Start of PROVIDED RECORDS
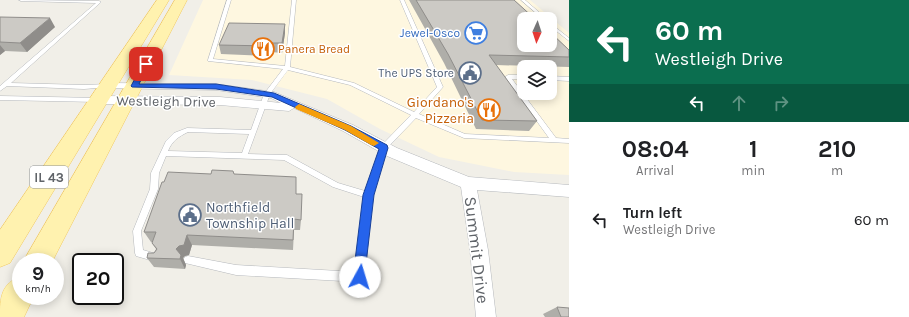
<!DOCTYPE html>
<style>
:root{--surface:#fff;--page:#f6f6f6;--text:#202124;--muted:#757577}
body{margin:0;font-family:Karla,sans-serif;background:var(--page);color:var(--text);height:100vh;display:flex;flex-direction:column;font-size:15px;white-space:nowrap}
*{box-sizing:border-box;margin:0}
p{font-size:13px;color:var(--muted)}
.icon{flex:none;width:22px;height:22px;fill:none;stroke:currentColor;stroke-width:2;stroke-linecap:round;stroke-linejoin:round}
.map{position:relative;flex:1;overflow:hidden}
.drawer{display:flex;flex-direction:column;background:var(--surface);width:340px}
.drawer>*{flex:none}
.hud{background:#0b6e4f;color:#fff;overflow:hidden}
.needle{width:26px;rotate:183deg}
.controls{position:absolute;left:517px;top:12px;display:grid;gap:8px}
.controls a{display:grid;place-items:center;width:40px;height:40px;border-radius:8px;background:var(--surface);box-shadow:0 2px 10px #0003;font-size:20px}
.speed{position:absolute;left:12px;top:253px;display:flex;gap:8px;font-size:20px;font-weight:700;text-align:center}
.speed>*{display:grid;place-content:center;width:52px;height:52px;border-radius:50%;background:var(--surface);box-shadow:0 2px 10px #0003;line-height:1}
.speed small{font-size:10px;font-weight:400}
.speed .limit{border:2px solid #111;border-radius:6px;background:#fff;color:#111}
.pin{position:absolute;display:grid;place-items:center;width:34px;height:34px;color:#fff;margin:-17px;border-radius:8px;box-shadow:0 2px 6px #0006}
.me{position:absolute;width:44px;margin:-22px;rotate:6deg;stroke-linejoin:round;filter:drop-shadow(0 0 3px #0008)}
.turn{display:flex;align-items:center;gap:14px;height:84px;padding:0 20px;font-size:18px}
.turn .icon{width:52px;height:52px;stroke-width:2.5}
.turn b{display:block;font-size:28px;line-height:34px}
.lanes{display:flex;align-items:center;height:38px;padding:0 20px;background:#0003;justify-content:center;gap:20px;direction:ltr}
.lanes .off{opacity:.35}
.eta{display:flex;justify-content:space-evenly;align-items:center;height:68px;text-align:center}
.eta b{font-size:24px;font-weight:700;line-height:28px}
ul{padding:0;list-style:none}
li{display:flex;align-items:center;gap:12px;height:60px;padding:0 20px}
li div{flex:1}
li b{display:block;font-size:15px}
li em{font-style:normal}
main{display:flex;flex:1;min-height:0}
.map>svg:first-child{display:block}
.commercial{fill:#fef7e0;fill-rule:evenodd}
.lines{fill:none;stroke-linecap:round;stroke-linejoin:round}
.lane-casing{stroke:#b5b8bc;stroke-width:1}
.street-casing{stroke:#b5b8bc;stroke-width:1}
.primary-casing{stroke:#f2c960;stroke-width:1}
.lane{fill:#fff;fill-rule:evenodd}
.street{fill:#fff;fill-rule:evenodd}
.primary{fill:#fff2af;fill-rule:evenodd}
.wall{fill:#afaea9}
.shaded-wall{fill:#8f8d8a}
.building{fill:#cccac5;stroke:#8f8d8a}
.route{fill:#2563eb;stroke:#184099}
.slow{fill:#f59e0b}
.labels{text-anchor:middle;stroke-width:3;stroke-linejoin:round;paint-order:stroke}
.far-shop-label{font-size:12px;fill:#366cbe;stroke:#fff;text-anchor:end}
.far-food-label{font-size:12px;fill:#c56008;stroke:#fff;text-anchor:start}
.far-service-label{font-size:12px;fill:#4e5e75;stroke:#fff;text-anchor:end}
.shield{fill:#fff;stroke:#8f9295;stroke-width:1}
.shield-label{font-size:13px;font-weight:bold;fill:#5f6368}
.street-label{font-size:14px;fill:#5f6368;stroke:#fff}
.food-label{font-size:14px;fill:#c56008;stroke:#fff;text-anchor:end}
.service-label{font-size:14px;fill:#4e5e75;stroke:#fff;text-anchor:start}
.near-street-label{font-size:17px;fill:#5f6368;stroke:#fff}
</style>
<main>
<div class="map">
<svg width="569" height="317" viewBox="0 0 569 317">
<rect width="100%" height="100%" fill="#f1efe8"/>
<!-- commercial -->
<path class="commercial" d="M203 0H530L569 33V175L514 172 439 157 380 129 327 99 252 80 169 75ZM524 19H550V45H524ZM524 67H550V93H524Z"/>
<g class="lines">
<!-- lane casing -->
<g class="lane-casing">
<path id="lane" d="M19 0 99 1 101 2 11 83 84 85 108 84 110 85V87L84 89 7 86 0 91V86L96 3 21 1Z
M227 0H231L213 59 285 66 292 0H296L290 67 354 83 414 112 437 87 400 0H404L443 87 419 114 465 134 549 138 505 77 508 75H524V79H512L556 138 569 139V143L464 138 416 118 386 149 372 195 365 277 363 280 360 282 236 275 185 263 183 260 185 257 188 256 236 265 356 272 364 197 333 187 284 160 166 156 159 173 158 189 141 231 143 250 160 255 162 258 160 261 157 262 136 256 135 253 133 231 150 189 151 173 166 141 174 133 187 128 251 130 264 94 283 69 208 61V60ZM288 70 350 85 411 115 381 146 365 191 338 183 287 155 248 154 270 94ZM188 132 249 134 242 153 168 151C172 141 178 137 188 132Z
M521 0H525L547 19H543Z
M550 23 569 38V41L550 26Z
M550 76 569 77V81L550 80Z
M0 96 98 98 101 100 98 102 0 100Z"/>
</g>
<!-- street casing -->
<g class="street-casing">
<path id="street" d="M108 83 216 84 274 92 353 125 397 148 469 177 569 185V197L477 190 488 250 496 317H476L470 250 461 187 387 156 343 131 294 108 289 111 220 105 99 104 93 100 99 96 220 97 281 103 271 98 216 90 104 88 102 86Z"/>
</g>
<!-- primary casing -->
<g class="primary-casing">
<path id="primary" d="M157 0H169L10 263 0 267V230Z
M175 0H187L52 262H23Z
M21 276V296H34L24 317H0C0 297 1 284 21 276Z"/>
</g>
<!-- lane -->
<use href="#lane" class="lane"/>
<!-- street -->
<use href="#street" class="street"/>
<!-- primary -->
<use href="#primary" class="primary"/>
</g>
<!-- wall -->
<path class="wall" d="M409 0H514L569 50V67L496 65 537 121 529 131 476 129 444 63Z
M0 17 55 27 27 52 5 51 0 55Z
M285 24V33L282 53 271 52 270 56 221 54 219 45Z
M211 174H234L296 194 301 220 300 230H294L293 250 192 245 189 255 185 256 183 258 186 265 185 269 154 267 147 258 154 253 156 249 152 243 153 242H151L144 232 164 182Z
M557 307 569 317H545L543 314Z"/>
<!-- shaded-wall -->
<path class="shaded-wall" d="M50 18 55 27 27 52 20 43Z
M285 24V33L282 53V43Z
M271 43V52L270 56V46Z
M0 45 5 51 0 55Z
M187 235 192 245 189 255 185 256 183 258 186 265 185 269 180 259 176 249Z"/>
<!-- building -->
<path class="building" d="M416 0H514L535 19H524V45H550V32L569 50V57L489 55 537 121 482 120 448 54Z
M0 17 50 18 20 43 0 42Z
M229 23 285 24 282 43H271L270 46 219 45Z
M212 170 233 171 234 174 296 177V194H302L301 220 294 219 293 240 187 235 184 245 179 246 176 249 181 255 180 259 147 258 148 253H154L157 249 152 243 156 232H144L162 182H164L168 172 211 174Z
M557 307 569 308V317H561Z"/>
<!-- route -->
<path class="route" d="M144 62 149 64 139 84H216L274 93 351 126 387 145 388 148 374 195 364 281 360 283 355 281 353 277 363 195 379 149 345 130 272 97 216 89 132 87 131 86Z"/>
<!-- slow -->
<path class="slow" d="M299 104 351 126 379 143 374 146 371 145 345 130 296 109 295 107Z"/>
<!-- icons -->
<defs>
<g id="supermarket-ring" transform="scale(1.15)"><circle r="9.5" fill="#fff" stroke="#3f7fe0" stroke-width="1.5"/><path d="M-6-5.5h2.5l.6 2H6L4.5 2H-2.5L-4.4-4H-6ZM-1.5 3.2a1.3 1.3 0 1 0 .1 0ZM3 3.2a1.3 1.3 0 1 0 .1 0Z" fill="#3f7fe0"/></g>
<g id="restaurant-ring" transform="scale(1.15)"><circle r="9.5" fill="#fff" stroke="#e8710a" stroke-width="1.5"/><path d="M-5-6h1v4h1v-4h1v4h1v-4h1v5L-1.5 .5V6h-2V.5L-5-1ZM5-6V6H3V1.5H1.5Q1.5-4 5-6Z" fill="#e8710a"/></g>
<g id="civic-ring" transform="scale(1.15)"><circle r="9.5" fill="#fff" stroke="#5c6f8a" stroke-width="1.5"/><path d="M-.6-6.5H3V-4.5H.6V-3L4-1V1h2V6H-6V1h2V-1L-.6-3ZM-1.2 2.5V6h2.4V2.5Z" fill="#5c6f8a"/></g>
</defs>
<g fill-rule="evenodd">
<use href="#supermarket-ring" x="476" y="33"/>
<use href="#restaurant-ring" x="263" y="49"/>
<use href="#civic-ring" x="470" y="73"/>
<use href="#restaurant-ring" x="489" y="110"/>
<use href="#civic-ring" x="190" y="215"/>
</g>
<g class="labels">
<!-- far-shop labels -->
<g class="far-shop-label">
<text x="460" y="37">Jewel-Osco</text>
</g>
<!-- far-food labels -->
<g class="far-food-label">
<text x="278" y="53">Panera Bread</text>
</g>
<!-- far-service labels -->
<g class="far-service-label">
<text x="454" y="77">The UPS Store</text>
</g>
<!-- shield labels -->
<rect class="shield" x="30" y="166" width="38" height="22" rx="3"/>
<g class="shield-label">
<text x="49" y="182">IL 43</text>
</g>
<!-- street labels -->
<g class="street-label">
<text transform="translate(166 101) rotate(1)" y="5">Westleigh Drive</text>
</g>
<!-- food labels -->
<g class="food-label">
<text x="474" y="107">Giordano's<tspan x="474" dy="16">Pizzeria</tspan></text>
</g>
<!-- service labels -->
<g class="service-label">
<text x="206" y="212">Northfield<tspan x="206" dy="16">Township Hall</tspan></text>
</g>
<!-- near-street labels -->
<g class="near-street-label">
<text transform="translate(477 250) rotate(83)" y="6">Summit Drive</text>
</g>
</g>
</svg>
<div class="controls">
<a><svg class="needle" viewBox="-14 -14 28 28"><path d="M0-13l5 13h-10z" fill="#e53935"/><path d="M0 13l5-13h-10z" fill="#757577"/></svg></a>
<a><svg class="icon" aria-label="layers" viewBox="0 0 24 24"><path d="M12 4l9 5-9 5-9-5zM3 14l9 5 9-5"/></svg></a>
</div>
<div class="speed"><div>9<small>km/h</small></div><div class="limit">20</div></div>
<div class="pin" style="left:146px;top:64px;background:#d93025"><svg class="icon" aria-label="arrive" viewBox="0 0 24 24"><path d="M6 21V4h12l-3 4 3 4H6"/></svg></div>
<svg class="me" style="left:360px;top:277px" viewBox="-20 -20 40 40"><circle r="19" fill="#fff"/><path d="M0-13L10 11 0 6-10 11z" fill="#2563eb"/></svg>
</div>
<section class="drawer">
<div class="hud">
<div class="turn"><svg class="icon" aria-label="left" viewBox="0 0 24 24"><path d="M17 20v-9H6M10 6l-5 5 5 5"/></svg><div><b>60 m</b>Westleigh Drive</div></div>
<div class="lanes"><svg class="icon" aria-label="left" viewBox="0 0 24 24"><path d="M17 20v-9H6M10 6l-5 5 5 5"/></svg><svg class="icon off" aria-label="ahead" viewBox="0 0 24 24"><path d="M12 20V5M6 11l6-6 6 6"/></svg><svg class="icon off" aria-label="right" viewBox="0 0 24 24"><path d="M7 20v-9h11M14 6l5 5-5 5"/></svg></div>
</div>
<div class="eta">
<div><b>08:04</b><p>Arrival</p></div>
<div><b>1</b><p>min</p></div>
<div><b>210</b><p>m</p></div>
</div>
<ul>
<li><svg class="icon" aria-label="left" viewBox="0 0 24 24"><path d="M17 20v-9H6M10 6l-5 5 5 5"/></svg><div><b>Turn left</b><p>Westleigh Drive</p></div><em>60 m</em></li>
</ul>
</section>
</main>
End of PROVIDED RECORDS
> **TRY IT**: Find the word "padding" in the data and copy out each line where it turns up.

> **EXERCISE ANSWER**:
.turn{display:flex;align-items:center;gap:14px;height:84px;padding:0 20px;font-size:18px}
.lanes{display:flex;align-items:center;height:38px;padding:0 20px;background:#0003;justify-content:center;gap:20px;direction:ltr}
ul{padding:0;list-style:none}
li{display:flex;align-items:center;gap:12px;height:60px;padding:0 20px}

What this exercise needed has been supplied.